36 Scheduling in Linux

Mary Anitha Rajam

39.1 Introduction

The job of allocating CPU time to different tasks within an operating system is called as CPU scheduling. Linux supports preemptive multitasking. Since multitasking is supported, many tasks can be waiting to use the CPU. Since preemption is supported, it is possible to remove a process from the CPU even before it relinquishes the CPU on its own. The process scheduler decides which process runs and when. Scheduling is not just running and interrupting of user processes, in Linux, scheduling also includes the running of the various kernel tasks. Kernel tasks are tasks that are requested by a running process and tasks that execute internally on behalf of the kernel (tasks sparned by Linux’s I/O subsystem).In this module, we learn how scheduling is handled in the Linux operating system. Linux handles scheduling of user processes and kernel tasks in different ways. In this module we learn how Linux schedules user processes, real-time tasks and kernel tasks.

39.2 Process Scheduling

Linux uses two process-scheduling algorithms for user-defined processes.

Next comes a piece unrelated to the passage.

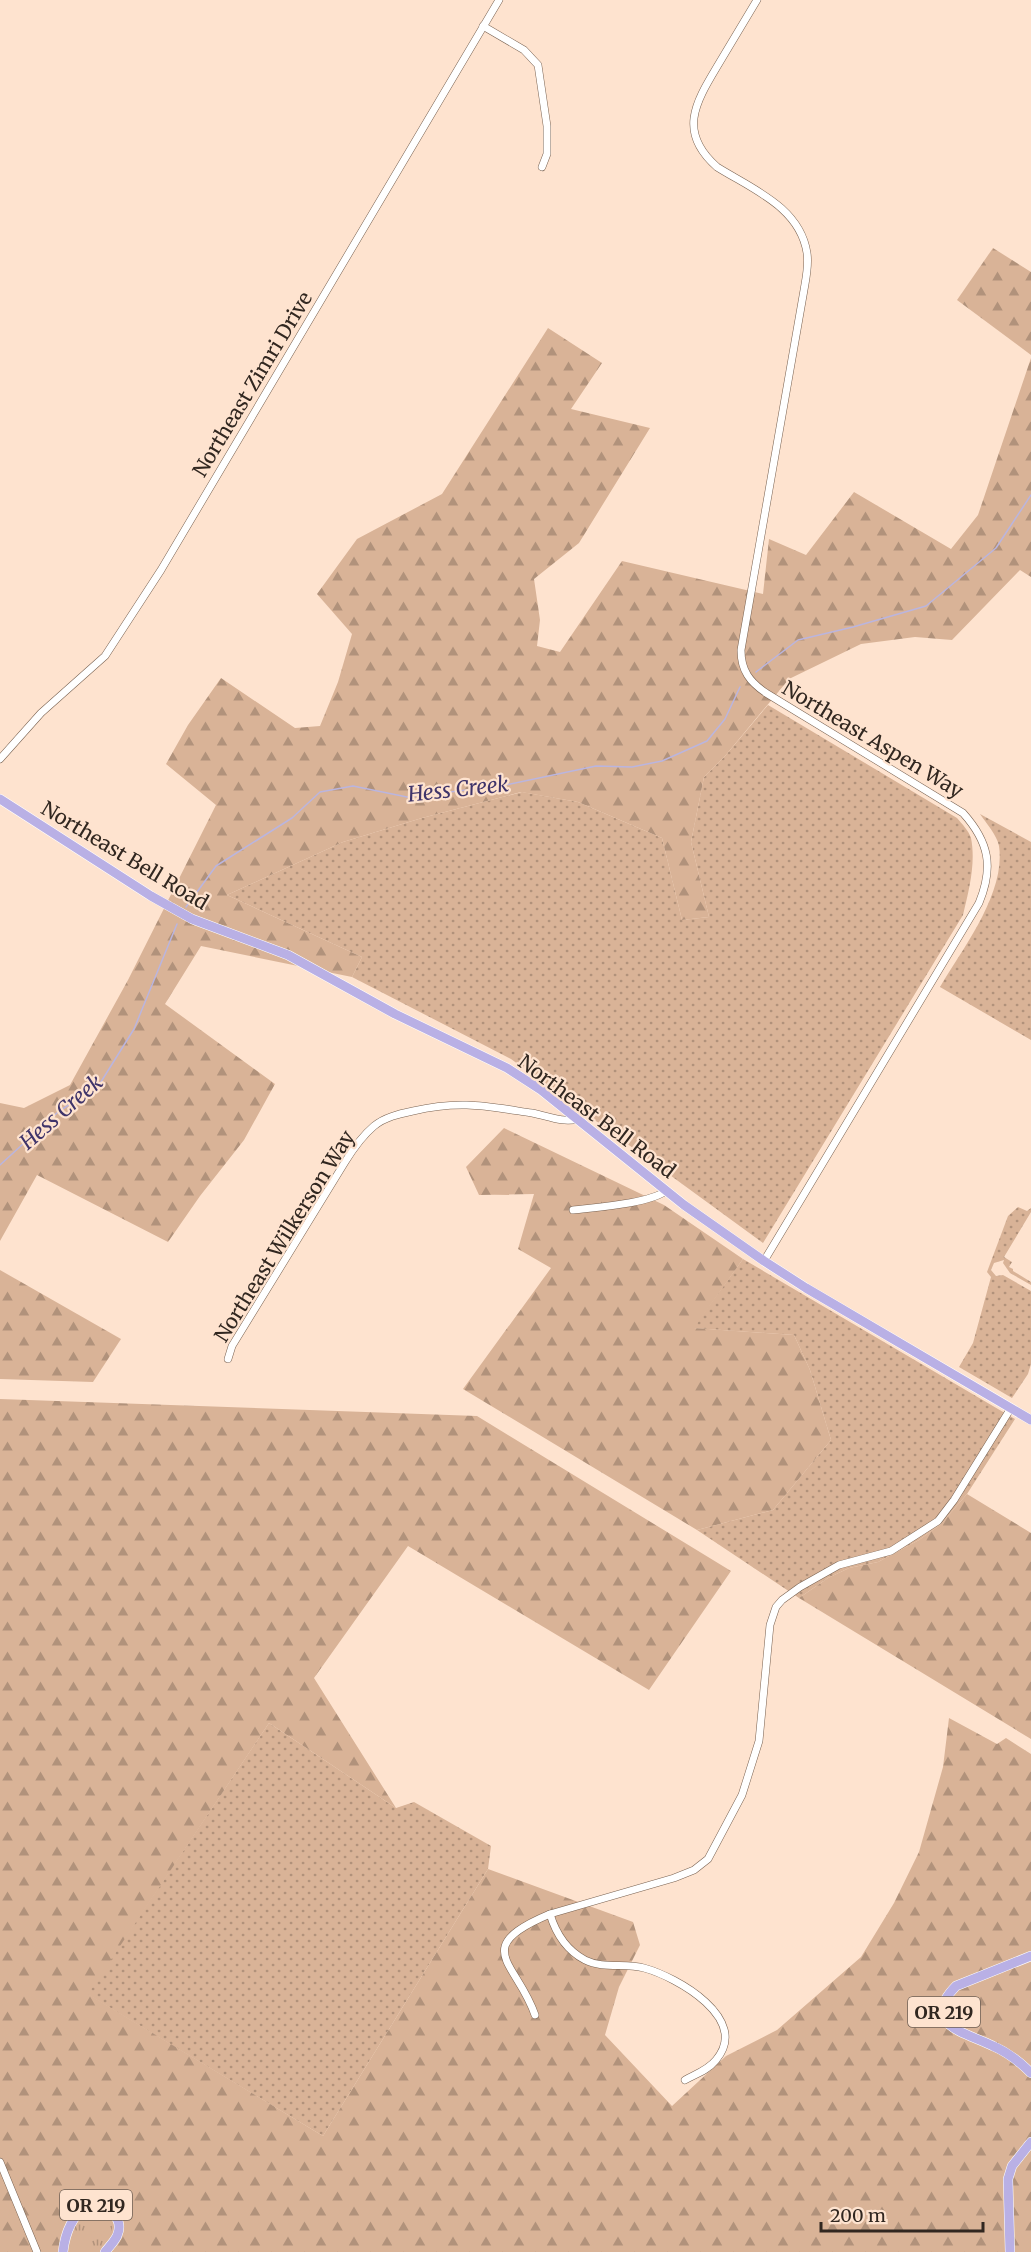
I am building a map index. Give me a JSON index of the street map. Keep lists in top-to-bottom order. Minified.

A time-sharing algorithm is used for fair preemptive scheduling between multiple processes, when non-real time tasks are executed. This algorithm focuses on fairness for scheduling. For real-time tasks, a scheduling algorithm where absolute priorities are more important than fairness is used. We now see how the time-sharing fair algorithm works.

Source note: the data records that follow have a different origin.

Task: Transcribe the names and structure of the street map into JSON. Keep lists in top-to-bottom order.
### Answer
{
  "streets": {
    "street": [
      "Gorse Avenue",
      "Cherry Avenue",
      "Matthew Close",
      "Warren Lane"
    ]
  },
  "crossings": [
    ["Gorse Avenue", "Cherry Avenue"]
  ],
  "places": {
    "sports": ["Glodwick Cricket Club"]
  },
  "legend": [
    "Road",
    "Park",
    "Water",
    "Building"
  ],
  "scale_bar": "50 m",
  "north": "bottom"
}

39.2.1 Time-Sharing Fair Algorithm (CFS)

The Completely Fair Scheduler (CFS) was introduced in Linux kernel version 2.6. The CFS is a preemptive, priority-based algorithm with two separate priority ranges. One is the priority that is given to real-time processes and the other is the priority that is assigned to a process based on the nice value of the process. The real-time priority ranges from 0 to 99 and the nice value ranges from – 20 to 19. Smaller nice values indicate higher priorities. A process can choose to be nice to other processes by choosing a smaller nice value.

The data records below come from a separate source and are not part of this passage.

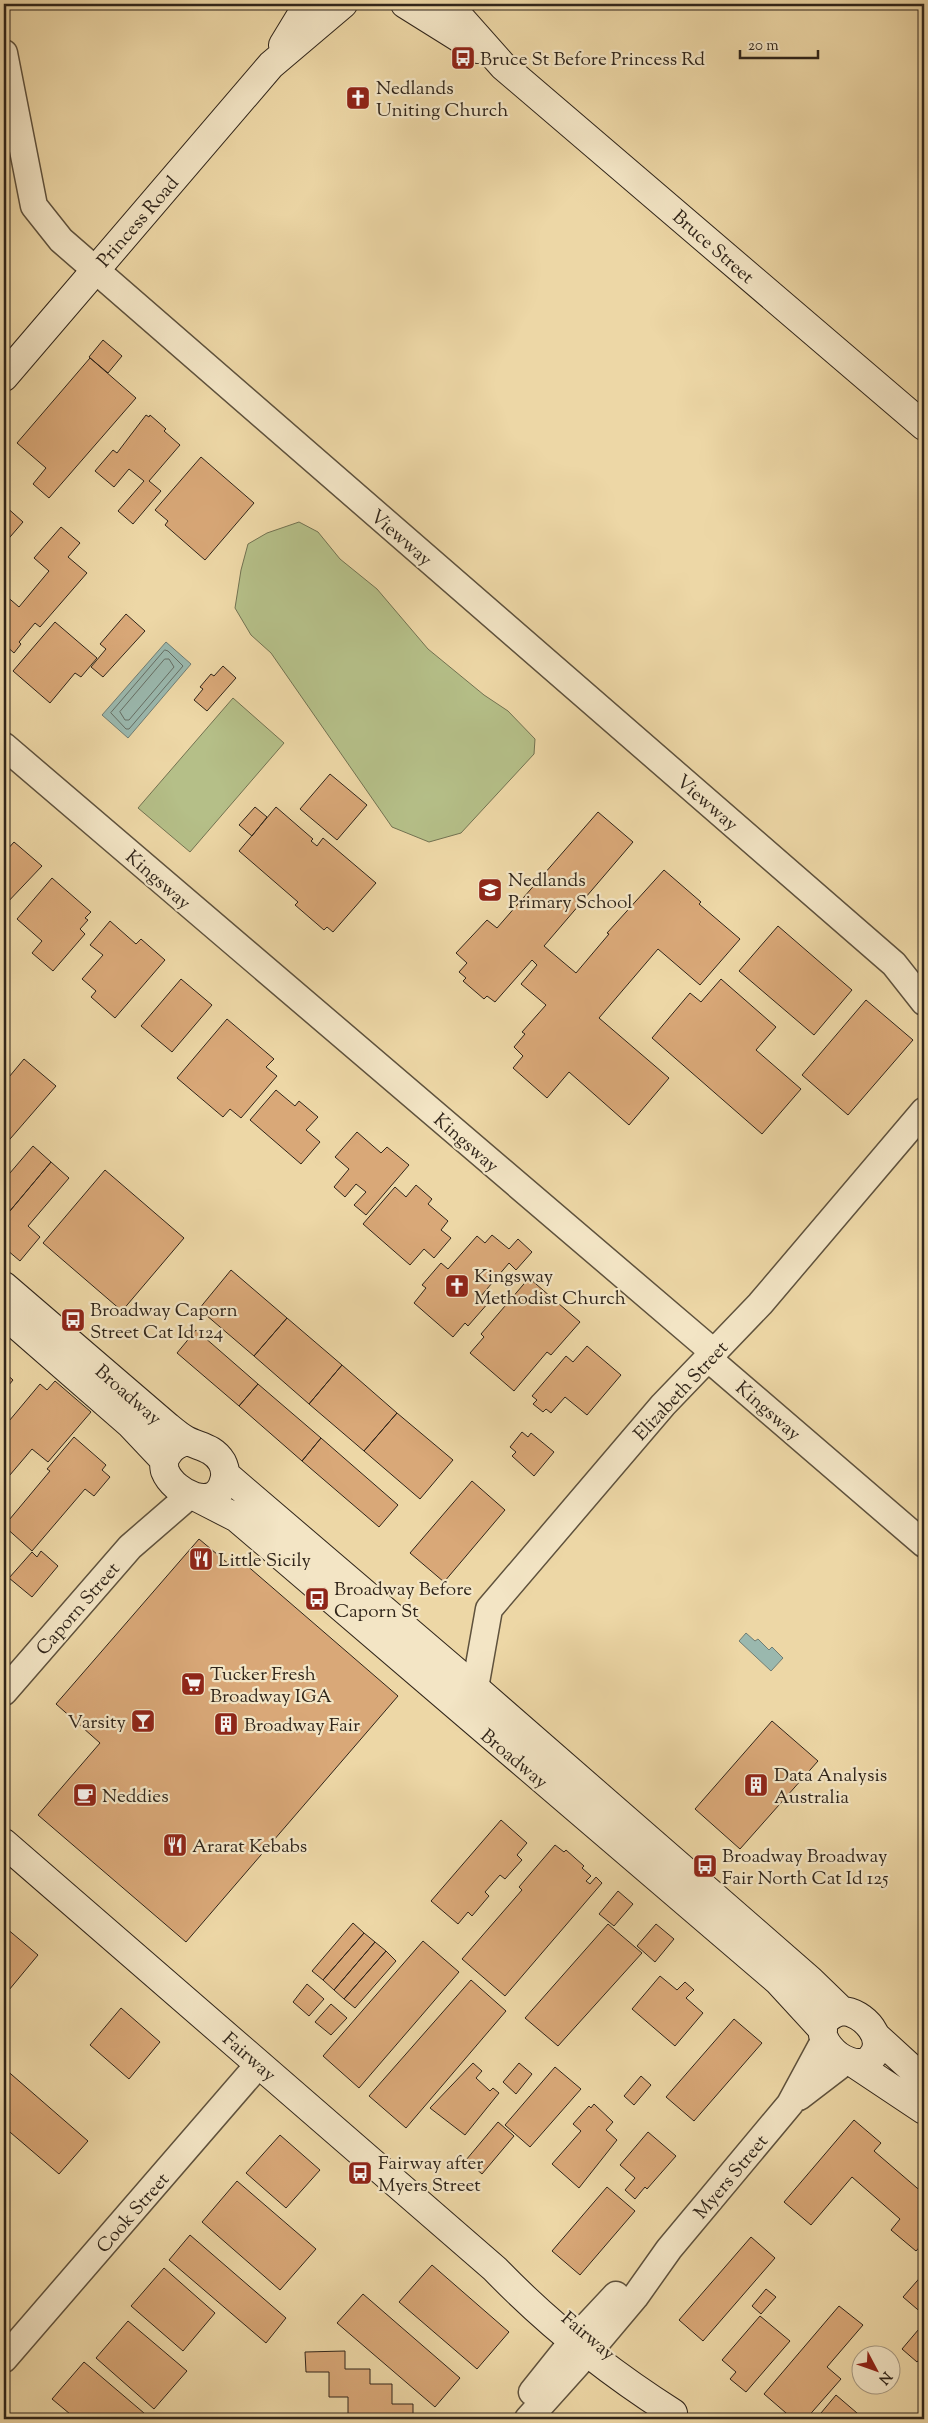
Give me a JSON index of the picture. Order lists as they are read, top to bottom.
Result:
{
  "streets": {
    "main road": [
      "Princess Road",
      "Bruce Street",
      "Broadway",
      "Fairway"
    ],
    "street": [
      "Viewway",
      "Kingsway",
      "Elizabeth Street",
      "Caporn Street",
      "Myers Street",
      "Cook Street"
    ]
  },
  "crossings": [
    ["Princess Road", "Viewway"],
    ["Kingsway", "Elizabeth Street"],
    ["Elizabeth Street", "Broadway"],
    ["Broadway", "Caporn Street"],
    ["Broadway", "Myers Street"],
    ["Fairway", "Myers Street"],
    ["Fairway", "Cook Street"]
  ],
  "places": {
    "bus stop": [
      "Bruce St Before Princess Rd",
      "Broadway Caporn Street Cat Id 124",
      "Broadway Before Caporn St",
      "Broadway Broadway Fair North Cat Id 125",
      "Fairway after Myers Street"
    ],
    "church": ["Nedlands Uniting Church", "Kingsway Methodist Church"],
    "school or university": ["Nedlands Primary School"],
    "restaurant": ["Little Sicily", "Ararat Kebabs"],
    "supermarket": ["Tucker Fresh Broadway IGA"],
    "bar": ["Varsity"],
    "building": ["Broadway Fair", "Data Analysis Australia"],
    "cafe": ["Neddies"]
  },
  "scale_bar": "20 m",
  "north": "bottom right"
}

In earlier day UNIX, the core variables used for scheduling were the priority and time slice; fairness was not considered. But, Linux implements a fair scheduling algorithm. All processes are to be treated in a fair manner and hence, all processes are allotted a proportion of the processor’s time. CFS calculates how long a process should run as a function of the total number of runnable processes. If there are N runnable processes, each process should be allotted 1/N of the processor’s time. This allotment is adjusted by weighting each process’s allotment by its nice value.

Processes with the default nice value have a weight of 1 – priority is unchanged. Processes with a smaller nice value (higher priority) have to be assigned a higher priority and receive a higher weight. Processes with a larger nice value (lower priority) have to be assigned a lower priority and receive a lower weight. When all processes have the same nice value, each process is allotted 1/N of the processor’s time. When the nice values are different, CFS runs each process for a time slice proportional to the process’s weight divided by the total weight of all runnable processes. Therefore, processes with smaller weights get less CPU time and processes with bigger weights get more CPU time.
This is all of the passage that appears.